Hugh Giordano said, “Bill is a great person and is honest and an honorable man. If more Democratic politicians had the courage he does, the Party would be a much different organization.”
The two men came together at Gorgas Park in Roxborough with their supporters to make the endorsement official. Even though it was raining, the group was very positive and excited.
“I sat back and thought hard about who is the best candidate to represent this District in Harrisburg,” said Morris. “At the end of the day, I feel Hugh is the best candidate.” Morris, a union carpenter, thinks Giordano, a union organizer, understands the issues of working people and the middle class and will stand by them against the corporate executives that control Harrisburg.

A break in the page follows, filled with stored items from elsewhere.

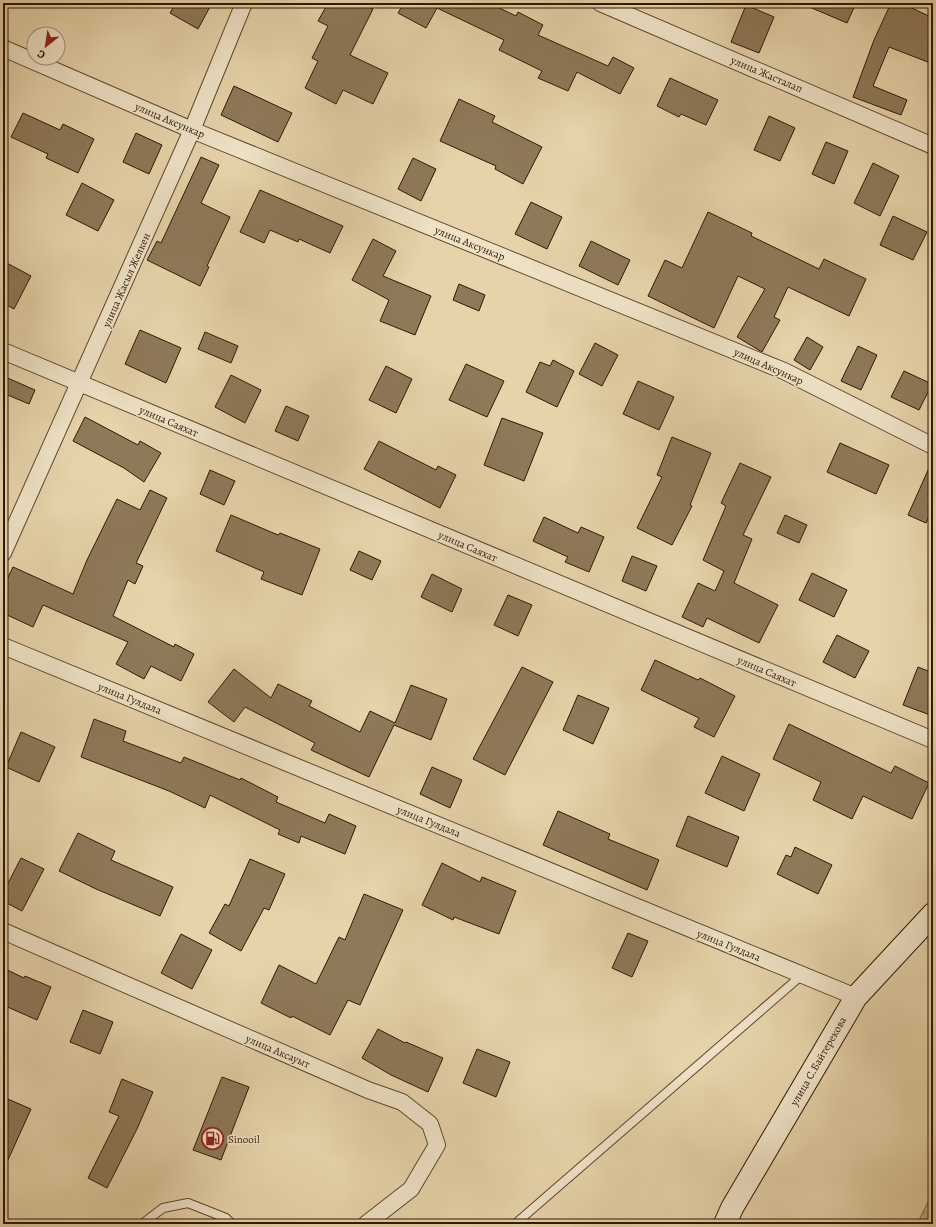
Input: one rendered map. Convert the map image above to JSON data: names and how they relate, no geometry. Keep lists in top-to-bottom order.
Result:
{
  "streets": {
    "main road": ["улица С.Байтерекова"],
    "street": [
      "улица Жасталап",
      "улица Аксункар",
      "улица Жасыл Желкен",
      "улица Саяхат",
      "улица Гулдала",
      "улица Аксауыт"
    ]
  },
  "crossings": [
    ["улица Аксункар", "улица Жасыл Желкен"],
    ["улица Жасыл Желкен", "улица Саяхат"],
    ["улица Гулдала", "улица С.Байтерекова"]
  ],
  "places": {
    "fuel station": ["Sinooil"]
  },
  "north": "bottom left"
}
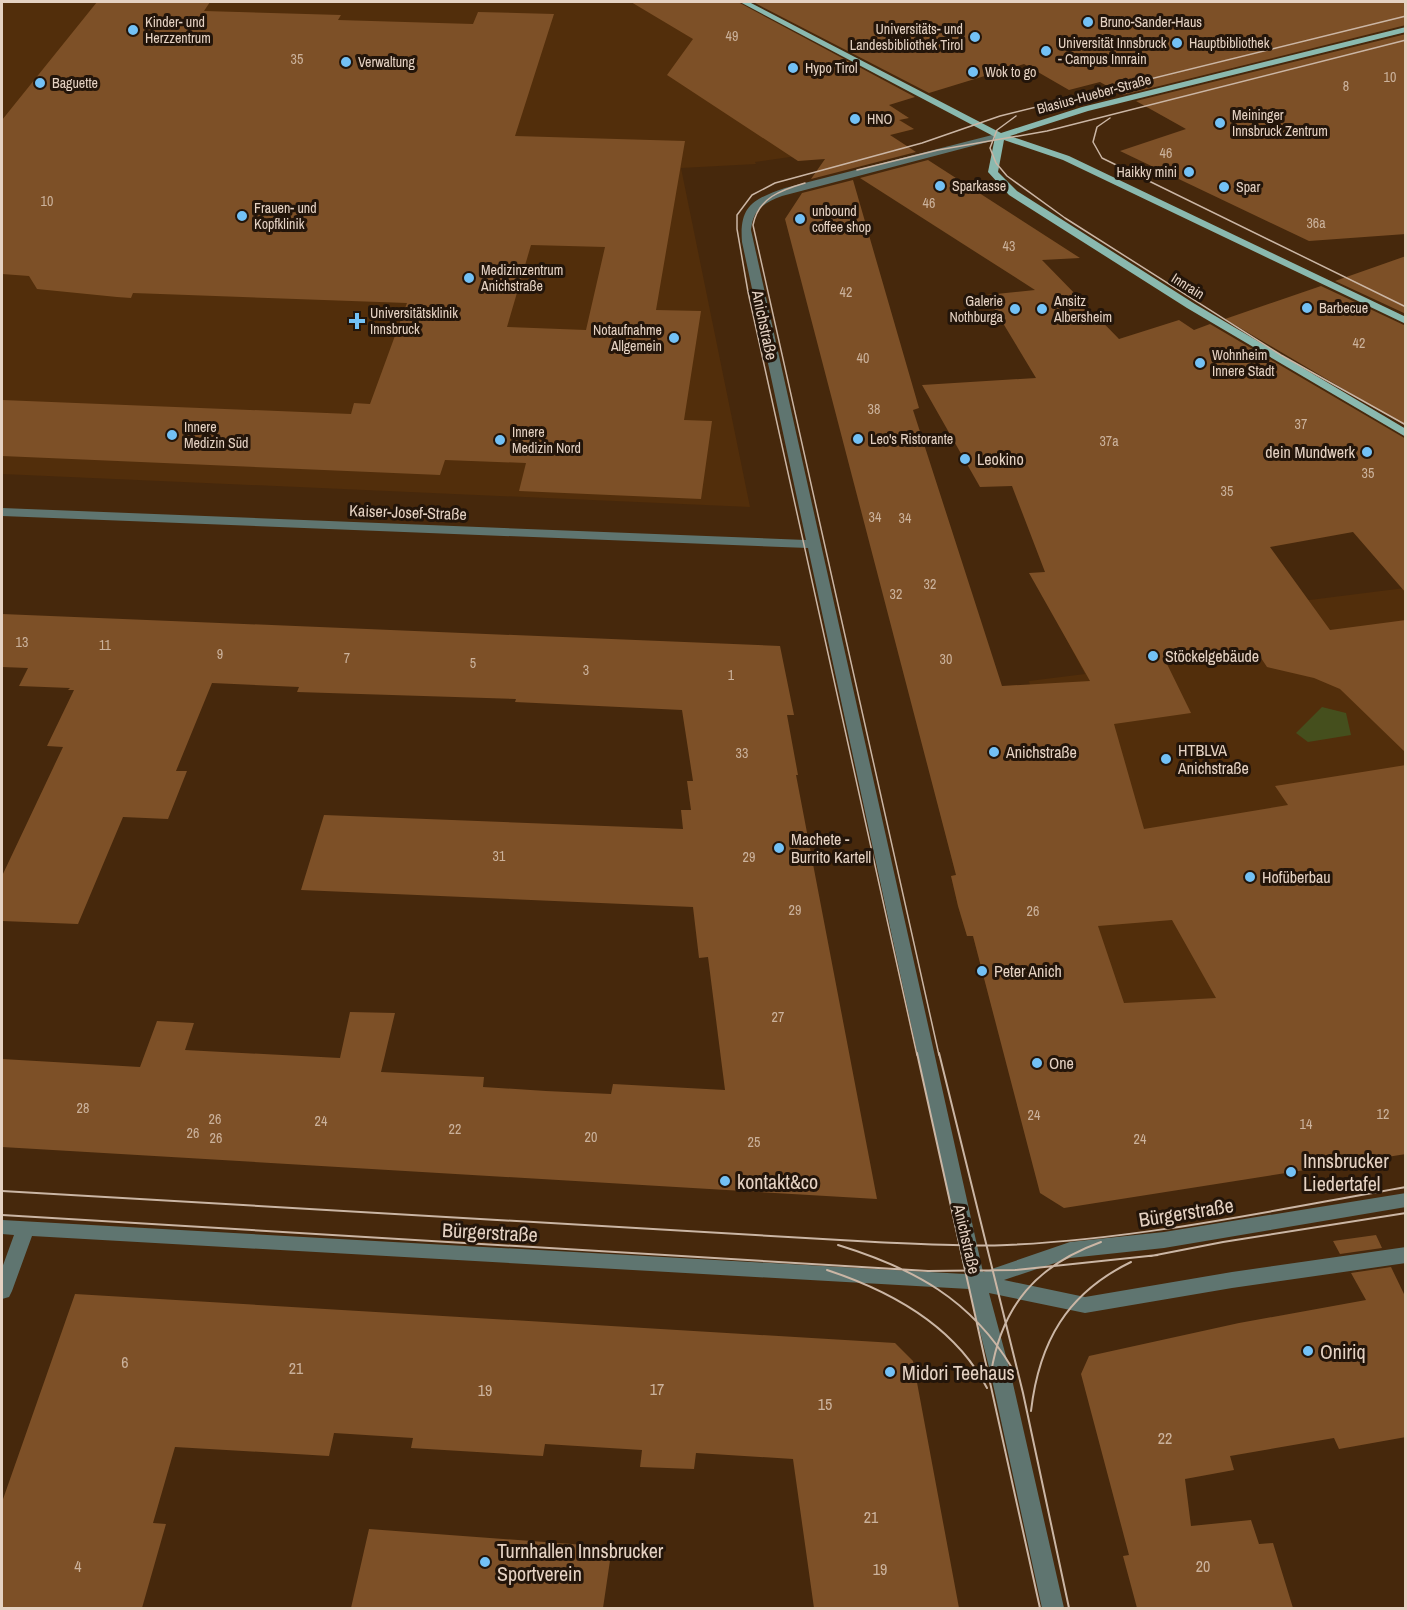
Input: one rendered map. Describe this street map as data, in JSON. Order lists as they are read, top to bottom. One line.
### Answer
{"streets":{"main road":["Blasius-Hueber-Straße","Innrain"],"street":["Anichstraße","Kaiser-Josef-Straße","Bürgerstraße"]},"crossings":[["Blasius-Hueber-Straße","Innrain"],["Blasius-Hueber-Straße","Anichstraße"],["Innrain","Anichstraße"],["Anichstraße","Kaiser-Josef-Straße"],["Anichstraße","Bürgerstraße"]],"places":{"other":["Bruno-Sander-Haus","Kinder- und Herzzentrum","Universitäts- und Landesbibliothek Tirol","Hauptbibliothek","Universität Innsbruck - Campus Innrain","Verwaltung","Hypo Tirol","Wok to go","Baguette","HNO","Meininger Innsbruck Zentrum","Haikky mini","Sparkasse","Spar","Frauen- und Kopfklinik","unbound coffee shop","Medizinzentrum Anichstraße","Barbecue","Galerie Nothburga","Ansitz Albersheim","Notaufnahme Allgemein","Wohnheim Innere Stadt","Innere Medizin Süd","Leo's Ristorante","Innere Medizin Nord","dein Mundwerk","Leokino","Stöckelgebäude","Anichstraße","HTBLVA Anichstraße","Machete - Burrito Kartell","Hofüberbau","Peter Anich","One","Innsbrucker Liedertafel","kontakt&co","Oniriq","Midori Teehaus","Turnhallen Innsbrucker Sportverein"],"health":["Universitätsklinik Innsbruck"]},"house_numbers":["49","35","10","8","46","10","46","36a","43","42","42","40","38","37","37a","35","35","34","34","32","32","13","11","9","7","30","5","3","1","33","31","29","29","26","27","28","12","24","26","24","14","22","26","20","26","24","25","6","21","17","19","15","22","21","4","20","19"]}
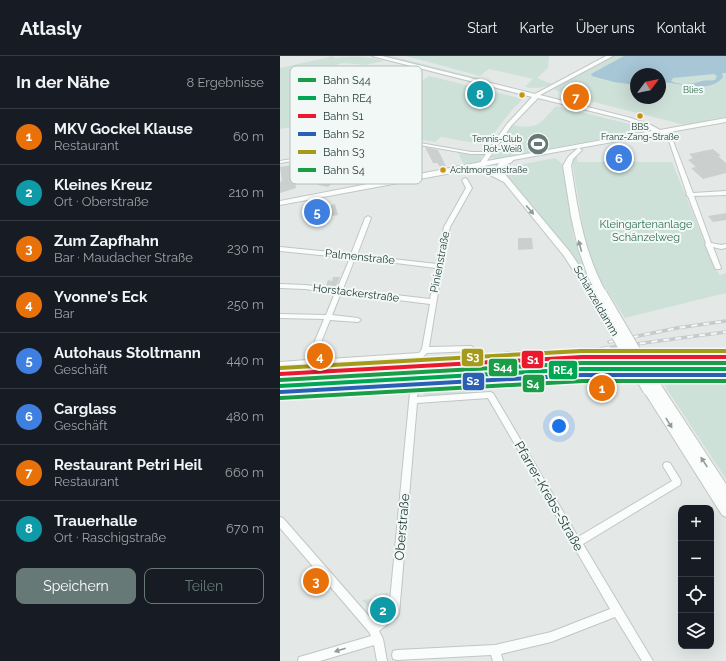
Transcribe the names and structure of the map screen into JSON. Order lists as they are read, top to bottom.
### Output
{
  "streets": {
    "main road": ["Schänzeldamm"],
    "street": [
      "Palmenstraße",
      "Pinienstraße",
      "Horstackerstraße",
      "Pfarrer-Krebs-Straße",
      "Oberstraße"
    ]
  },
  "crossings": [
    ["Palmenstraße", "Pinienstraße"],
    ["Pinienstraße", "Horstackerstraße"],
    ["Pfarrer-Krebs-Straße", "Oberstraße"]
  ],
  "parks": ["Blies", "Kleingartenanlage Schänzelweg"],
  "places": {
    "other": ["BBS Franz-Zang-Straße", "Achtmorgenstraße"],
    "sports": ["Tennis-Club Rot-Weiß"]
  },
  "lines": [
    "rail line S3",
    "rail line S1",
    "rail line S44",
    "rail line RE4",
    "rail line S2",
    "rail line S4"
  ],
  "legend": [
    "Bahn S44",
    "Bahn RE4",
    "Bahn S1",
    "Bahn S2",
    "Bahn S3",
    "Bahn S4"
  ],
  "north": "top right",
  "page": {
    "header": "Atlasly",
    "nav": [
      "Start",
      "Karte",
      "Über uns",
      "Kontakt"
    ],
    "heading": ["In der Nähe", "8 Ergebnisse"],
    "pins": [
      "8",
      "7",
      "6",
      "5",
      "4",
      "1",
      "3",
      "2"
    ],
    "list": [
      {
        "mark": "1",
        "name": "MKV Gockel Klause",
        "note": "Restaurant",
        "value": "60 m"
      },
      {
        "mark": "2",
        "name": "Kleines Kreuz",
        "note": "Ort · Oberstraße",
        "value": "210 m"
      },
      {
        "mark": "3",
        "name": "Zum Zapfhahn",
        "note": "Bar · Maudacher Straße",
        "value": "230 m"
      },
      {
        "mark": "4",
        "name": "Yvonne's Eck",
        "note": "Bar",
        "value": "250 m"
      },
      {
        "mark": "5",
        "name": "Autohaus Stoltmann",
        "note": "Geschäft",
        "value": "440 m"
      },
      {
        "mark": "6",
        "name": "Carglass",
        "note": "Geschäft",
        "value": "480 m"
      },
      {
        "mark": "7",
        "name": "Restaurant Petri Heil",
        "note": "Restaurant",
        "value": "660 m"
      },
      {
        "mark": "8",
        "name": "Trauerhalle",
        "note": "Ort · Raschigstraße",
        "value": "670 m"
      }
    ],
    "map_buttons": ["+", "−"],
    "buttons": ["Speichern", "Teilen"]
  }
}
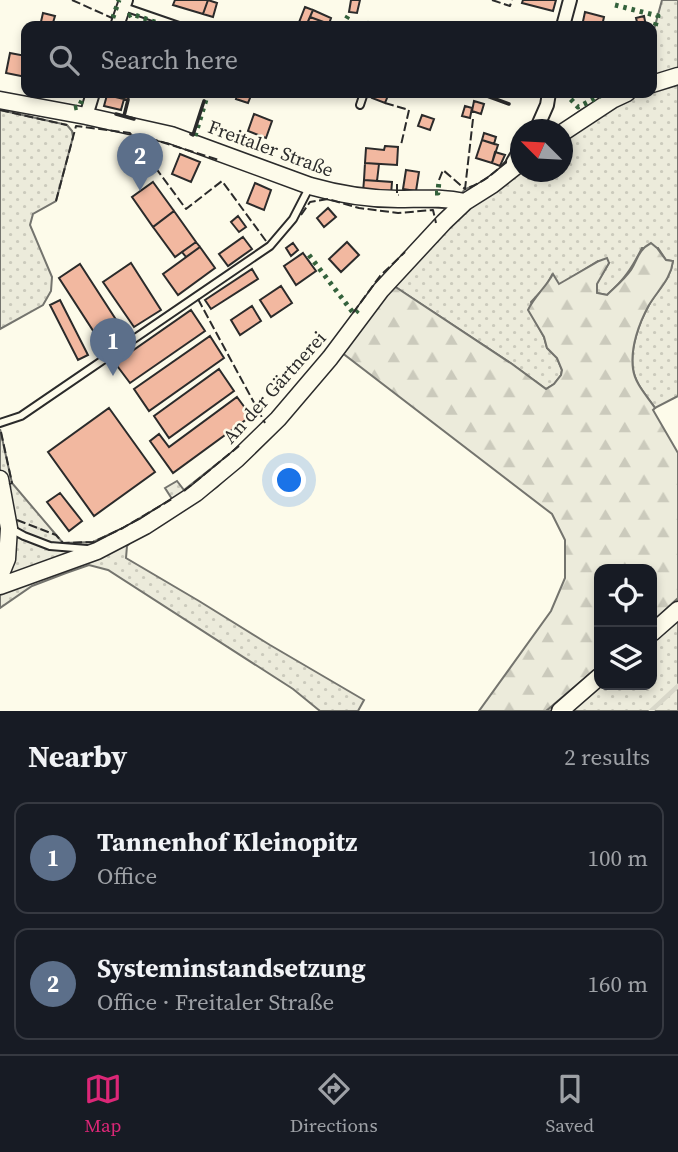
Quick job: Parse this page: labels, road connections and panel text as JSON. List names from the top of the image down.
{
  "streets": {
    "street": ["Freitaler Straße", "An der Gärtnerei"]
  },
  "crossings": [
    ["Freitaler Straße", "An der Gärtnerei"]
  ],
  "north": "top left",
  "page": {
    "search": "Search here",
    "pins": ["2", "1"],
    "heading": ["Nearby", "2 results"],
    "list": [
      {
        "mark": "1",
        "name": "Tannenhof Kleinopitz",
        "note": "Office",
        "value": "100 m"
      },
      {
        "mark": "2",
        "name": "Systeminstandsetzung",
        "note": "Office · Freitaler Straße",
        "value": "160 m"
      }
    ],
    "nav": ["Map", "Directions", "Saved"]
  }
}
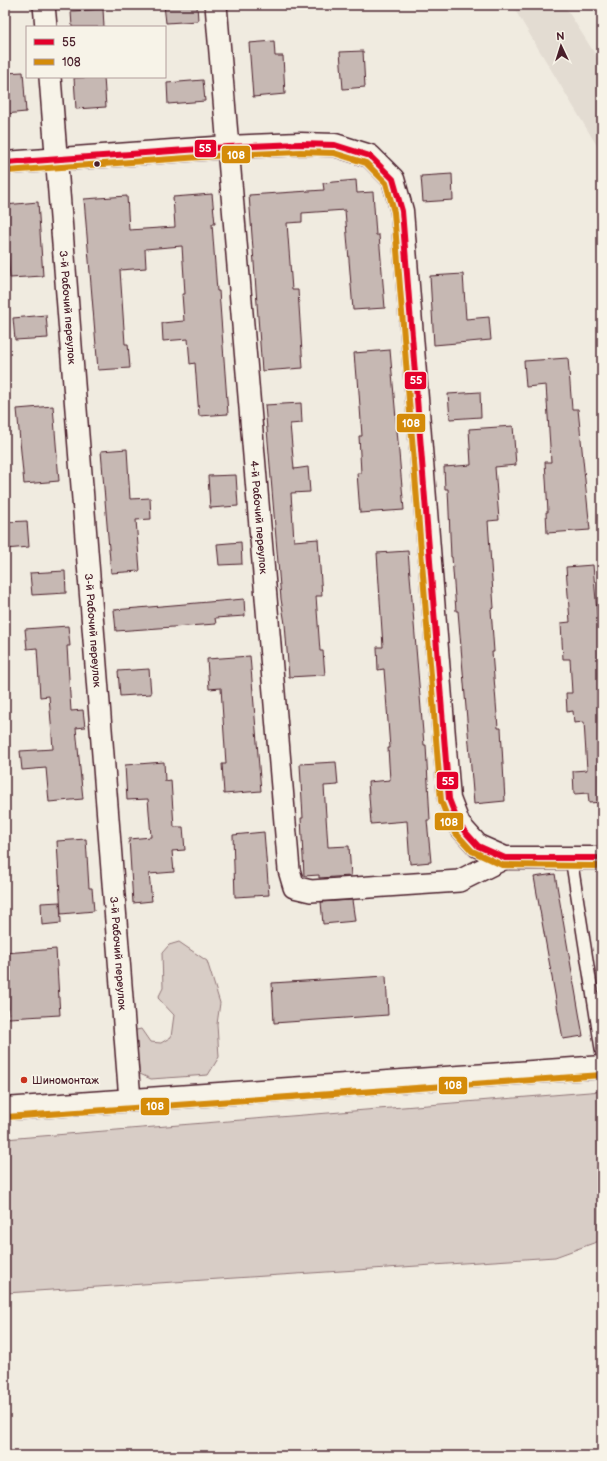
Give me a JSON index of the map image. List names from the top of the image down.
{
  "streets": {
    "street": ["3-й Рабочий переулок", "4-й Рабочий переулок"]
  },
  "places": ["Шиномонтаж"],
  "lines": ["transit line 55", "transit line 108"],
  "legend": ["55", "108"],
  "north": "top"
}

Morris specifically had DeLissio in mind. The Democrat candidate was formerly CEO of Kearsley Retirement Community in Wynnefield and has a long small-business résumé.
With that in mind, Giordano has fashioned a platform heavy on lunch-pail economic issues. “I will stand up against corporate greed and lobbyists who control Harrisburg and fight to make sure that public schools are funded, good-paying jobs are created, single-payer health-care is initiated, workers’ rights are strengthened, and our environment is protected,” he said.
In addition to his own local, Giordano has gotten the backing of Teamster Local 77 and Ironworkers Local 405. He is vigorously pursuing others. In largely bluecollar Roxborough, which dominates the District, union support can make a difference.
Giordano praised Morris on having the courage to stand up and do what’s right. “Bill deserves a lot of credit and respect, because he is standing up for his community and District and is not controlled or intimidated by a party,” said Giordano. “He is a true champion of the people.”
On the failures and corruption of the Democratic and Republican Parties, Giordano said, “The Democrats and Republicans have failed the people. They are controlled by CEOs, corporate consultants, and corporate attorneys.” Giordano thinks voters have given both major parties plenty of chances to represent them and are frustrated with what they’ve gotten in return.
Are they frustrated enough to vote for a third-party candidate? Giordano’s chances rest on some cagey math. No longer facing a popular incumbent, and buoyed by national voter backlash against Democrats, Republican Downey should push his vote share well over 30% in the fall. If Democrats stay split, and Giordano can work the splitters, he may pull from independents as well as disaffected Party faithful, only 30% of whom voted for DeLissio.
“If you vote for the two-party system again, you are throwing your vote away. You are wasting your vote” said Giordano. “It’s time to put your vote to good use.”